Effects of calcium channel on ovarian cancer cells.

The aim of the present study was to examine the effects of calcium channel protein on ovarian cancer cells. The expression of calcium channel protein in normal ovarian cells and ovarian cancer cells was detected by fluorescence quantitative PCR. Subsequently, the ovarian cancer cells were added to calcium channel protein activator media at various concentrations of 0, 1, 4, 8, 12, 16 and 20 mmol/l. The concentration of calcium ion in different samples was produced, and using an MTT assay, ovarian cancer cell activity in various samples was detected. Finally, a flow cytometer was used to explore the apoptosis rate. It was found that there was a significant difference between the expression of calcium channel protein in normal ovarian tissue and ovarian cancer cells (P<0.05), as well as a significant difference of calcium concentration among various samples (P<0.05). When the concentrations of calcium channel activator were 1, 4, 8, 12, 16 and 20 mmol/l, the values of the ovarian cancer cell inhibition rates were 4.6, 21.3, 48.3, 67.9, 52.8 and 31.8%, respectively. It showed that the calcium channel activator inhibited the proliferation of ovarian cancer cells to a certain extent, in a dose-dependent manner, especially when the concentration was at 12 mmol/l at which the intracellular calcium concentration was similar to that in normal ovarian cells. In conclusion, calcium ions play an important role in promoting cell proliferation of ovarian cancer cells, and they were involved in apoptosis of ovarian cancer cells to some extent, which regulates apoptosis by controlling the content of intracellular calcium.

Introduction

Ovarian cancer has become a common malignant tumor in the reproductive system of women, and the mortality rate is higher than other diseases (1). Statistics revealed that there are ~210,172 cases of ovarian cancer and ~104,683 deaths of women due to this disease in 2008 (2). A study by Tamura (3) showed that most of women in the first diagnosis of ovarian cancer already have different degrees of metastasis in that the early symptoms of ovarian cancer were not obvious. It is believed that the key reason for this was that most patients could not obtain an early diagnosis (4). At present, it is confirmed that early diagnosis of stage I can be cured in 90% and stage II in 70% of the patients (5). Therefore, promoting studies on the pathogenesis of ovarian cancer may help us to identify the disease in the early or curable stage, and to provide a new and effective treatment.

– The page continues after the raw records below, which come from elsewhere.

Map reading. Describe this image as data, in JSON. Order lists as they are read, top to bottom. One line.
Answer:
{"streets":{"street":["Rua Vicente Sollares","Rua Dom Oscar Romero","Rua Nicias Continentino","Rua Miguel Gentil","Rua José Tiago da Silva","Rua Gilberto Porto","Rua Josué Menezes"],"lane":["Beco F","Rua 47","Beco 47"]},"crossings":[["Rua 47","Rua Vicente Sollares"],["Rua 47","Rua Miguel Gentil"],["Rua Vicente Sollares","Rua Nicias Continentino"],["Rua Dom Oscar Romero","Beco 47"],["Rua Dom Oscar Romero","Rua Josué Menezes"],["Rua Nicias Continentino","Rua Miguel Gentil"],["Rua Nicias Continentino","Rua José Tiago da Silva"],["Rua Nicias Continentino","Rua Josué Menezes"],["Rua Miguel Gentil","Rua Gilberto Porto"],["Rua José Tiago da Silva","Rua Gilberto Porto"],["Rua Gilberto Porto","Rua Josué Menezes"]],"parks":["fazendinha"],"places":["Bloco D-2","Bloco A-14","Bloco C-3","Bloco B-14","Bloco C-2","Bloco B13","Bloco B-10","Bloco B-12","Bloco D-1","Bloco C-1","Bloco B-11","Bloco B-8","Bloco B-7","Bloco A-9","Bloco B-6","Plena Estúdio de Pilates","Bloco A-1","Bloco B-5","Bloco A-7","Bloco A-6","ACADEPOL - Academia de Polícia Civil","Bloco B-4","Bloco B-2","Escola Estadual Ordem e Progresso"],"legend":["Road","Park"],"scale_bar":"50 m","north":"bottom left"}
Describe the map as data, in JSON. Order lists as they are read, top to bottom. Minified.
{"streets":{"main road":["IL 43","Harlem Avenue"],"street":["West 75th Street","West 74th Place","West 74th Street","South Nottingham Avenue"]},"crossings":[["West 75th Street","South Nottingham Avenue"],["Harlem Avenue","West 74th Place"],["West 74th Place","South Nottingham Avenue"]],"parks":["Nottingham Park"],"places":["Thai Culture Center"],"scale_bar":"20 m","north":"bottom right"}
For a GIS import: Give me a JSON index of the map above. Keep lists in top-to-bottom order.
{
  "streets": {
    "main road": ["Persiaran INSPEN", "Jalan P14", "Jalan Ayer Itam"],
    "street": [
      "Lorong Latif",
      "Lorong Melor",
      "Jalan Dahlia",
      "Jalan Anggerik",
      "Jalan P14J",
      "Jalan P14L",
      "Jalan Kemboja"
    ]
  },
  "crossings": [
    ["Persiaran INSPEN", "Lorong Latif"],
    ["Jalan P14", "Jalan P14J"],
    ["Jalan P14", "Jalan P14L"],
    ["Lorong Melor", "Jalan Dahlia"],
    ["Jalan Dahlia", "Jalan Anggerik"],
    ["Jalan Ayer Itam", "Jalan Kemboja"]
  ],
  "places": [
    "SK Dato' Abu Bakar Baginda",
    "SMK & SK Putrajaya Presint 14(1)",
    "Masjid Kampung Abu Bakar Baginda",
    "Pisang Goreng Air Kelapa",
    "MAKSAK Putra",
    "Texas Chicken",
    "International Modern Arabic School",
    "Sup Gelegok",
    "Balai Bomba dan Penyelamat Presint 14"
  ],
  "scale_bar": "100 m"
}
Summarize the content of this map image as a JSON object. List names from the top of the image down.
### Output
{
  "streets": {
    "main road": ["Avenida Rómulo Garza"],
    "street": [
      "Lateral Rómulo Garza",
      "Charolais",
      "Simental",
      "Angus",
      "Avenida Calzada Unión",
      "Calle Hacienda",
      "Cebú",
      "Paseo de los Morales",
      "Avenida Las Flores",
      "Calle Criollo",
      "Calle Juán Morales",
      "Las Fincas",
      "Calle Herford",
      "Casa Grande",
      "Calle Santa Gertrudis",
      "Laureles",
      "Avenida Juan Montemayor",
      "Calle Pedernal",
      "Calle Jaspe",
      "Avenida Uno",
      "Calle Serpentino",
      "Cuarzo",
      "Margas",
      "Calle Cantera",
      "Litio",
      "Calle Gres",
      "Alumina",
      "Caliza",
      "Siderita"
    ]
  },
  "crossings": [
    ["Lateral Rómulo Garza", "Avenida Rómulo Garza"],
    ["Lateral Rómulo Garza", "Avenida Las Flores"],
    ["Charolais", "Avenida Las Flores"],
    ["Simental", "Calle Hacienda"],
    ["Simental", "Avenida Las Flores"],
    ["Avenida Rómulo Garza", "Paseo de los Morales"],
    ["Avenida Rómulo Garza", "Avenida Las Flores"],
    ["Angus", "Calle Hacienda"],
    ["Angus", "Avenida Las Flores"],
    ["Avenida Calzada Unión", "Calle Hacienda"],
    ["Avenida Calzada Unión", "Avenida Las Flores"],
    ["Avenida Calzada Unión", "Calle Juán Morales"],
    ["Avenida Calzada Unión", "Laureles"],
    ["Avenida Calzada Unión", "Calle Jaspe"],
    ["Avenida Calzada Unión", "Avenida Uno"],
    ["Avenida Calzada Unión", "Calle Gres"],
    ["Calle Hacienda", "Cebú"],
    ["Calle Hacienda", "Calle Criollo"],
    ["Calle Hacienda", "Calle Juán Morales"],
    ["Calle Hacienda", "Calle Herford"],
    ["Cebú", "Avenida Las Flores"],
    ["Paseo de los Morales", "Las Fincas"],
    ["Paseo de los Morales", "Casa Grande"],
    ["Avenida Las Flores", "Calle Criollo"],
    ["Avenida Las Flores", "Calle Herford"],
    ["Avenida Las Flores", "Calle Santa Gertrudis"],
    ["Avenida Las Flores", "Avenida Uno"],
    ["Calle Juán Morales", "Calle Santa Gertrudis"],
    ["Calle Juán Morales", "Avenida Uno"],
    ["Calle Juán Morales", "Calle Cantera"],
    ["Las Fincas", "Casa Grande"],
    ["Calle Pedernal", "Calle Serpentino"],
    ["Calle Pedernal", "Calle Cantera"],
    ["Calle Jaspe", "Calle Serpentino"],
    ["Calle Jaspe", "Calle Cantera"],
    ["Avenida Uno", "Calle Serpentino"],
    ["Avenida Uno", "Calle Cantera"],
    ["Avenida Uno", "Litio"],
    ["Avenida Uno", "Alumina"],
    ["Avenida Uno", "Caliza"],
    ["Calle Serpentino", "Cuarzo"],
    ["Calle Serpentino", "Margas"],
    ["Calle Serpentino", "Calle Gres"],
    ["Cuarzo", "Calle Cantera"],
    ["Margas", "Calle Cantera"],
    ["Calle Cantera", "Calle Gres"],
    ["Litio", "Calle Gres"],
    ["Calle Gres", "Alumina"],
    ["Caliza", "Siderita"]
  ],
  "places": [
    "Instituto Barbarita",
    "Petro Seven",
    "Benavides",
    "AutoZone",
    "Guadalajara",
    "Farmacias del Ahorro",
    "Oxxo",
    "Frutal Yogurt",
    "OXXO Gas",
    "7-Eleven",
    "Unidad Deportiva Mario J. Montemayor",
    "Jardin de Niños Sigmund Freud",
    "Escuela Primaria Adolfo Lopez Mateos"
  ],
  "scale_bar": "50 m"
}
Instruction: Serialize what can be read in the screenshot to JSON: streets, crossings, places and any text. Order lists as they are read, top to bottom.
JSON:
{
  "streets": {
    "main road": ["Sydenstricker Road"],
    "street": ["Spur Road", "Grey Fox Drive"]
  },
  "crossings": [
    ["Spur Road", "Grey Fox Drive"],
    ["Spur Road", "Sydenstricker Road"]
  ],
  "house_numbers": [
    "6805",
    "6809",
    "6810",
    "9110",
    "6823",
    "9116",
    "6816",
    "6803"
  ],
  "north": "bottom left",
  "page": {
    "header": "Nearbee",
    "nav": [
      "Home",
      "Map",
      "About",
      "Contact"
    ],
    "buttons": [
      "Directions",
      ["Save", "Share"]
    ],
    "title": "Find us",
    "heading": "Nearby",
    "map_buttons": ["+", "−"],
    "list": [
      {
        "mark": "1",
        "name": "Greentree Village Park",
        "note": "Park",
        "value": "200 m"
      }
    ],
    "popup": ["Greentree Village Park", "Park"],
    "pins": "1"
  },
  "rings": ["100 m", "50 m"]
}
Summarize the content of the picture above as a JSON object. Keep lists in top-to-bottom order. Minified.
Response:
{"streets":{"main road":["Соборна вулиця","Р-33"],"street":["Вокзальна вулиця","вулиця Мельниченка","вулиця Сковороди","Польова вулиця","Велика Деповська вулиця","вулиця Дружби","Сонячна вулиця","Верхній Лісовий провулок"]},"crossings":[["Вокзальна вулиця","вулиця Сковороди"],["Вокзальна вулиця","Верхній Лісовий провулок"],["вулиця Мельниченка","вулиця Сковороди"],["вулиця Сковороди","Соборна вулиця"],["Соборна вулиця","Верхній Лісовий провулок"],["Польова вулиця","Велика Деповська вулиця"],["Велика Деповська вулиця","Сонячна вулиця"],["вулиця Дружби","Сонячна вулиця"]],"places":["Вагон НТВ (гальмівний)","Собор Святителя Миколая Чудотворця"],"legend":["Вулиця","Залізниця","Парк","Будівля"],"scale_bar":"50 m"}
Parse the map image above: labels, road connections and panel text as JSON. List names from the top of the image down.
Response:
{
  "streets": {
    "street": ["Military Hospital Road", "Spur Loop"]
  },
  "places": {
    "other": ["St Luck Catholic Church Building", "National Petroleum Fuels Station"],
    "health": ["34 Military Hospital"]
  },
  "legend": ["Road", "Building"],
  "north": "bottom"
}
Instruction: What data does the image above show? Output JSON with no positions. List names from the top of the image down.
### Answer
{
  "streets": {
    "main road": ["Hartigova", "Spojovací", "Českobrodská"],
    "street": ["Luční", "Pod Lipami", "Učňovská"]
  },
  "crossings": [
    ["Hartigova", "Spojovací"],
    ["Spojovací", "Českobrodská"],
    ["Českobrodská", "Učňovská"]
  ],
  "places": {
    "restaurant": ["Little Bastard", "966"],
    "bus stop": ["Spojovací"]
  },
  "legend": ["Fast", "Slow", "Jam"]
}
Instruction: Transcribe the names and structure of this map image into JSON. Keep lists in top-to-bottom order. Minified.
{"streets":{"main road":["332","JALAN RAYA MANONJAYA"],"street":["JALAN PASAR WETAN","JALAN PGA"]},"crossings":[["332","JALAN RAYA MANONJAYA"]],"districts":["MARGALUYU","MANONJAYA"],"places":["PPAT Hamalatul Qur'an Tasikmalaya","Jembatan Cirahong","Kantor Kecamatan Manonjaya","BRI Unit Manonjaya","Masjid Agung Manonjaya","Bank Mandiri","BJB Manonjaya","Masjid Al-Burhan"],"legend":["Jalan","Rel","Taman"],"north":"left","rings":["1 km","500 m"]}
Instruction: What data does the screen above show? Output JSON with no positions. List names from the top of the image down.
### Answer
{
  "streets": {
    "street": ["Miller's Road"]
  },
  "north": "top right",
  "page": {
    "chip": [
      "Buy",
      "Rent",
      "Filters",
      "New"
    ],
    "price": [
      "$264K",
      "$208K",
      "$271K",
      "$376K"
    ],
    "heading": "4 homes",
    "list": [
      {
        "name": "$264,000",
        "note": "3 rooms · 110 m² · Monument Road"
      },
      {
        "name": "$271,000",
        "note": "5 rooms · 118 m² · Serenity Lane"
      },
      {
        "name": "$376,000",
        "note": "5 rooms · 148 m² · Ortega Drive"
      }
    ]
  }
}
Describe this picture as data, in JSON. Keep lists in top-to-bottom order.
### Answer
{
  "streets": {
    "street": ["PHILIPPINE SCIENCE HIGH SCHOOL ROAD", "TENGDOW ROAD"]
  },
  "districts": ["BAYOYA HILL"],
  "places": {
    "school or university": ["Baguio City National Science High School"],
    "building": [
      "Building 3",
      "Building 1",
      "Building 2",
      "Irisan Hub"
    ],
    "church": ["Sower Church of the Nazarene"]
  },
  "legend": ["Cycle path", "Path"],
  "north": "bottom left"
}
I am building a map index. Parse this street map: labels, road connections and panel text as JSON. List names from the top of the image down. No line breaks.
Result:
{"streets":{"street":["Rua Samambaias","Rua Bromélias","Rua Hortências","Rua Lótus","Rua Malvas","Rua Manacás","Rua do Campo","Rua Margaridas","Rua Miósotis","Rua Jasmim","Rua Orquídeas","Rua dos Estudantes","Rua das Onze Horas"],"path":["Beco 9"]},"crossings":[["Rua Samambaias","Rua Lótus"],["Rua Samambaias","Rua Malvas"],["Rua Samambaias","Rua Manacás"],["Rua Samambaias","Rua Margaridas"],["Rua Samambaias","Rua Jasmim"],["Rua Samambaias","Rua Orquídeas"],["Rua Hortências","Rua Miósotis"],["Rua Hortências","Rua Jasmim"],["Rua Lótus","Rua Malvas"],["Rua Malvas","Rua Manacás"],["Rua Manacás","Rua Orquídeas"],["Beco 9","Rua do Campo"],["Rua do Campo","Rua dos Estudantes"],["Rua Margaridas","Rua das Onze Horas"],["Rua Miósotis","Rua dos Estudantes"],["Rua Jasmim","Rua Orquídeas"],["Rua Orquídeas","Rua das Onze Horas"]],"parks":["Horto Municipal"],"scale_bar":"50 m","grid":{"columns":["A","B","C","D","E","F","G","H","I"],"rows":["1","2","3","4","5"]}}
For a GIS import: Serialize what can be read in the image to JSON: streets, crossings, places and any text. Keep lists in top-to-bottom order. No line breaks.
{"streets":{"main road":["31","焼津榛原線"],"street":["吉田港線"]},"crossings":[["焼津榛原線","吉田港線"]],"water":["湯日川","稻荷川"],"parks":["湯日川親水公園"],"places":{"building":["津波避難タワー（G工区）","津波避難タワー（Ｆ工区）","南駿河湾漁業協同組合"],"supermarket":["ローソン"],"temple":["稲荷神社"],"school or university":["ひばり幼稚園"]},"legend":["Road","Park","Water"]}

Calcium channel protein is essential for maintaining calcium homeostasis inside and outside the cell (6). Previous evidence showed that calcium ions in the cells acted as intracellular messengers, and played a regulatory role in many metabolism and physiological activities of cells, such as mediation of cell metabolism rate, controlling the contraction of muscle cells, regulating cell secretion and division, as previously suggested (7–10). It was found that calcium ions may be involved in some crucial death processes of cells, and too many calcium ions may cause different degrees of cell death, which may be the main mechanism of cardiomyopathy caused by ischemia (11). Researchers also suggested that the destruction of intracellular calcium homeostasis may be closely associated with the occurrence of certain cancers (12–14). Although the increase of intracellular calcium concentration can result in cell apoptosis and even death, there is scarce research on the calcium channel protein in ovarian cancer cells (15).

Therefore, in this study, we investigated the role of calcium channel protein in ovarian cancer cells, in order to provide some theoretical and experimental basis for follow-up study and clinical ovarian cancer treatment.

Materials and methods

Experimental reagents

Calcium channel protein activator (nicardipine) was purchased from Sigma Chemical Co. (St. Louis, MO, USA), and methyl thiazolyl tetrazolium (MTT) assay from Shanghai Biological Engineering Co., Ltd. (Shanghai, China), while fluorescence quantitative polymerase chain reaction (PCR) reagents were from Takara (Tokyo, Japan).

Ovarian cancer cell line and its culture

Human ovarian cells were purchased from CICC and preserved in liquid nitrogen. The culture condition was 37°C, 5% CO2, and 10% fetal bovine serum (Roche, Basel, Switzerland) was added in the culture medium, and 0.25% trypsin was used for digestion in each passage.

Extraction and fluorescence quantitative PCR of ovarian cancer cell RNA

Frozen tissue samples (0,1 g) were taken from liquid nitrogen and thawed on ice. Subsequently, 0.45 ml of RNA Plus was added, followed by homogenization with mortar in an Eppendorf tube. The contents were later transferred into the centrifuge tube after washing. Next, 200 µl of chloroform was added and mixed with vortexing for 15 sec. The tube contents were centrifuged at 10,500 × g, 4°C for 15 min. After that the supernatant was transferred to an EP tube (RNase removed) with an equal volume of isopropanol, and it was reversed, and mixed while keeping on ice for 10 min. The tube was centrifuged again as previously and the supernatant was removed, then 750 µl of 75% ethanol was added and mixed gently, followed by centrifugation at 10,500 × g, 4°C, for 10 min. The supernatant and ethanol that remained were removed. Finally, appropriate amount of RNase-free water was added to the RNA pellet. The extracted RNA was assessed for quality and quantity, before proceeding for reverse transcription. The operation referred to the fluorescence quantitative PCR instructions of Takara with a slight change.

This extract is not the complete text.